Gritting her teeth, unimpressed—veritably peeved—that she hadn't managed to get a rise out of me, she turned on her LK Bennett heels and stalked back to her desk. Gabrielle was monitoring all of this from her desk, even though to the outside world she was still typing away on her computer. If she was honest—as she had been with me once—she wasn't particularly enamoured with Janene, but she wanted to give the girl a chance. She thought that with understanding and training, she could mold Janene into a decent worker—the irony of course being that Gabrielle thought
I
was queen of the lost cause. Teri was staring open-mouthed at Janene's audacity. She had confessed to me that she didn't like Janene, but did her best to get on with her so as not to upset the office dynamic. We all, in our own ways, pandered to Janene's bad behavior like overindulgent parents pandered to a brat for a quiet life. That annoyed me more than I cared to admit to anyone, myself included. I hated people getting away with bad behavior.

Mrs. Chelner.
I groped around my memory to place her. The name seemed familiar, but the company wasn't immediately coming to mind. As I ransacked my brain, what Janene had said replayed itself in my head.

“Did you say my
phones
rang?” I asked her.

“Yeah,” Janene said. “Your mobile kept ringing so I turned it off. It's in your top drawer.”
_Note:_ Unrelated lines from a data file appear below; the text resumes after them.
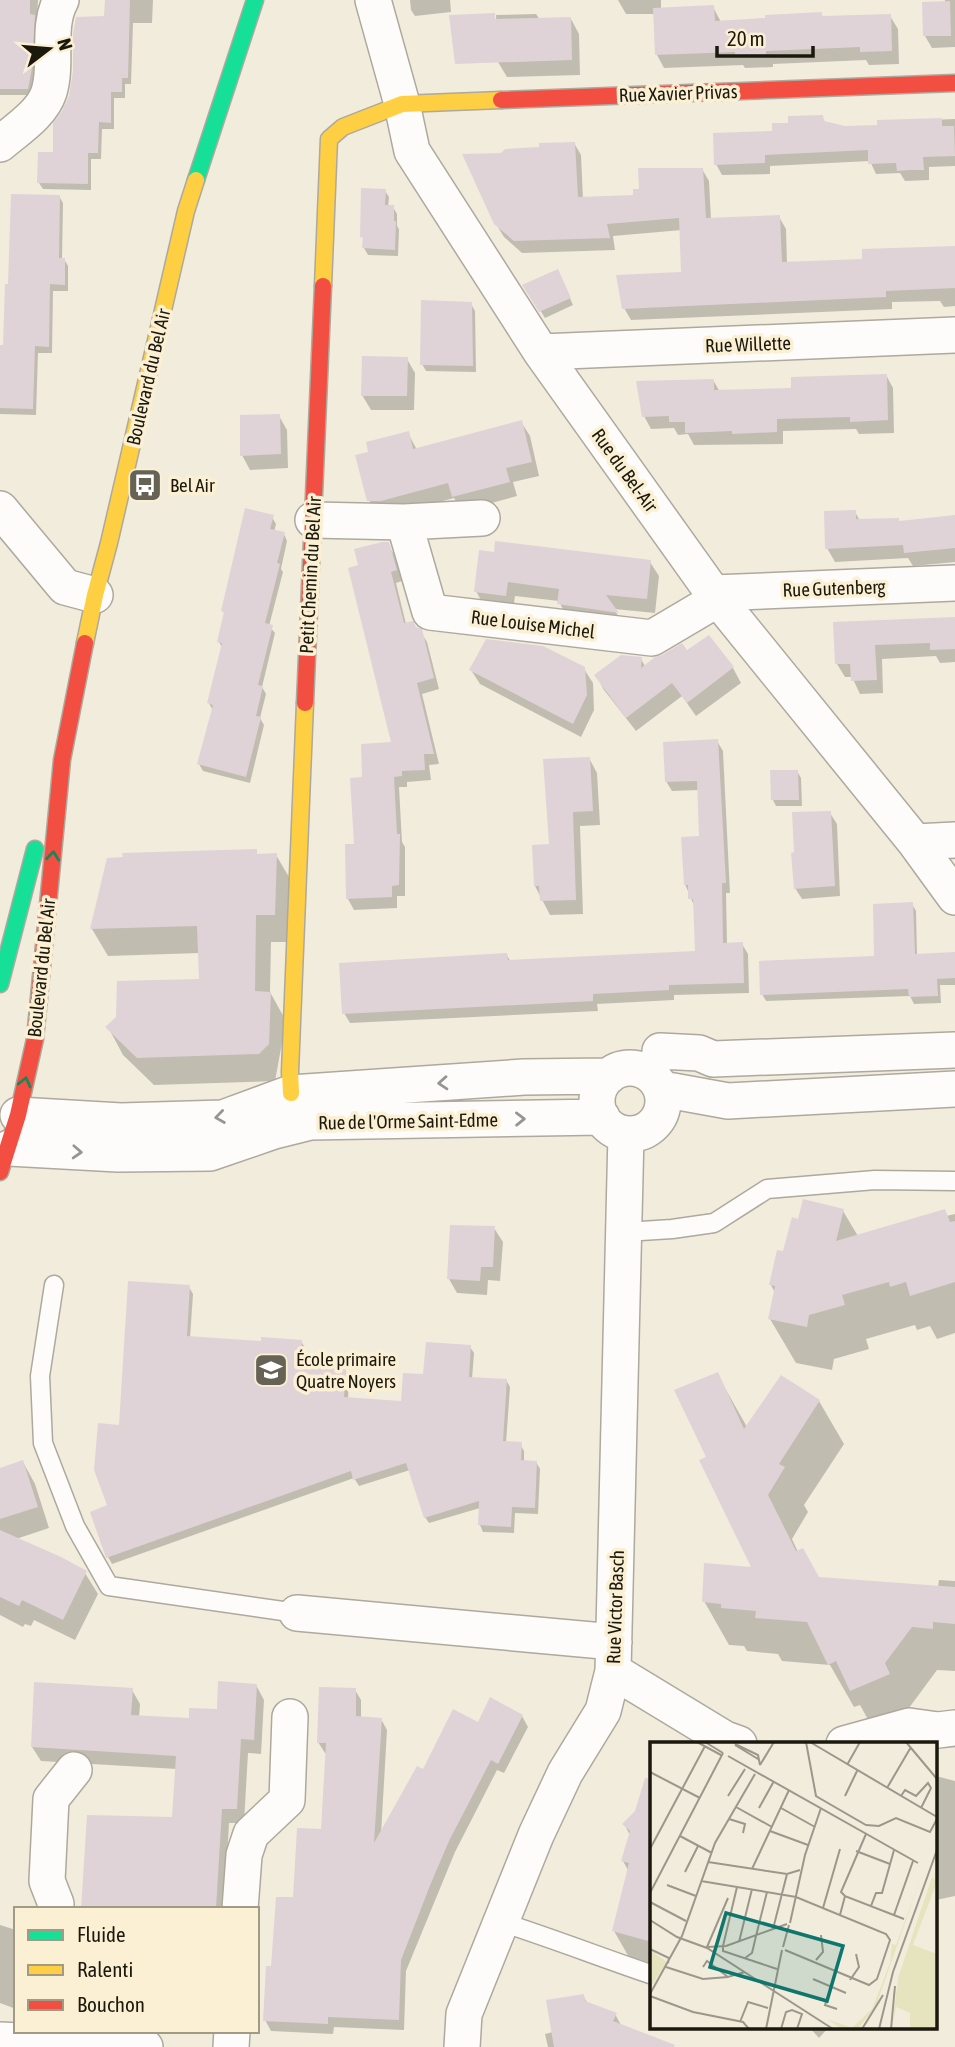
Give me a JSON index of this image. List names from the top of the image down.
{
  "streets": {
    "street": [
      "Rue Xavier Privas",
      "Rue Willette",
      "Boulevard du Bel Air",
      "Rue du Bel-Air",
      "Petit Chemin du Bel Air",
      "Rue Gutenberg",
      "Rue Louise Michel",
      "Rue de l'Orme Saint-Edme",
      "Rue Victor Basch"
    ]
  },
  "crossings": [
    ["Rue Xavier Privas", "Rue du Bel-Air"],
    ["Rue Xavier Privas", "Petit Chemin du Bel Air"],
    ["Rue Willette", "Rue du Bel-Air"],
    ["Boulevard du Bel Air", "Rue de l'Orme Saint-Edme"],
    ["Rue du Bel-Air", "Petit Chemin du Bel Air"],
    ["Rue du Bel-Air", "Rue Gutenberg"],
    ["Rue du Bel-Air", "Rue Louise Michel"],
    ["Petit Chemin du Bel Air", "Rue de l'Orme Saint-Edme"],
    ["Rue Gutenberg", "Rue Louise Michel"],
    ["Rue de l'Orme Saint-Edme", "Rue Victor Basch"]
  ],
  "places": {
    "bus stop": ["Bel Air"],
    "school or university": ["École primaire Quatre Noyers"]
  },
  "legend": ["Fluide", "Ralenti", "Bouchon"],
  "scale_bar": "20 m",
  "north": "right"
}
I will not let you get to me,
I thought at her,
because that is what you want.
I'd sat here for over an hour with my mobile off. That wouldn't be so bad if I'd turned it off, but for someone else to do it… I opened the top drawer and picked up my silver phone. Calmly, not revealing even a sliver of the irritation that was building inside me, I turned it on and dialed my answer machine.

I had six messages. Six. They'd obviously been calling and calling and not getting hold of me. Inhaling deeply, taking in tranquillity and exhaling the urge to go slap Janene into April next year, I listened to the first message.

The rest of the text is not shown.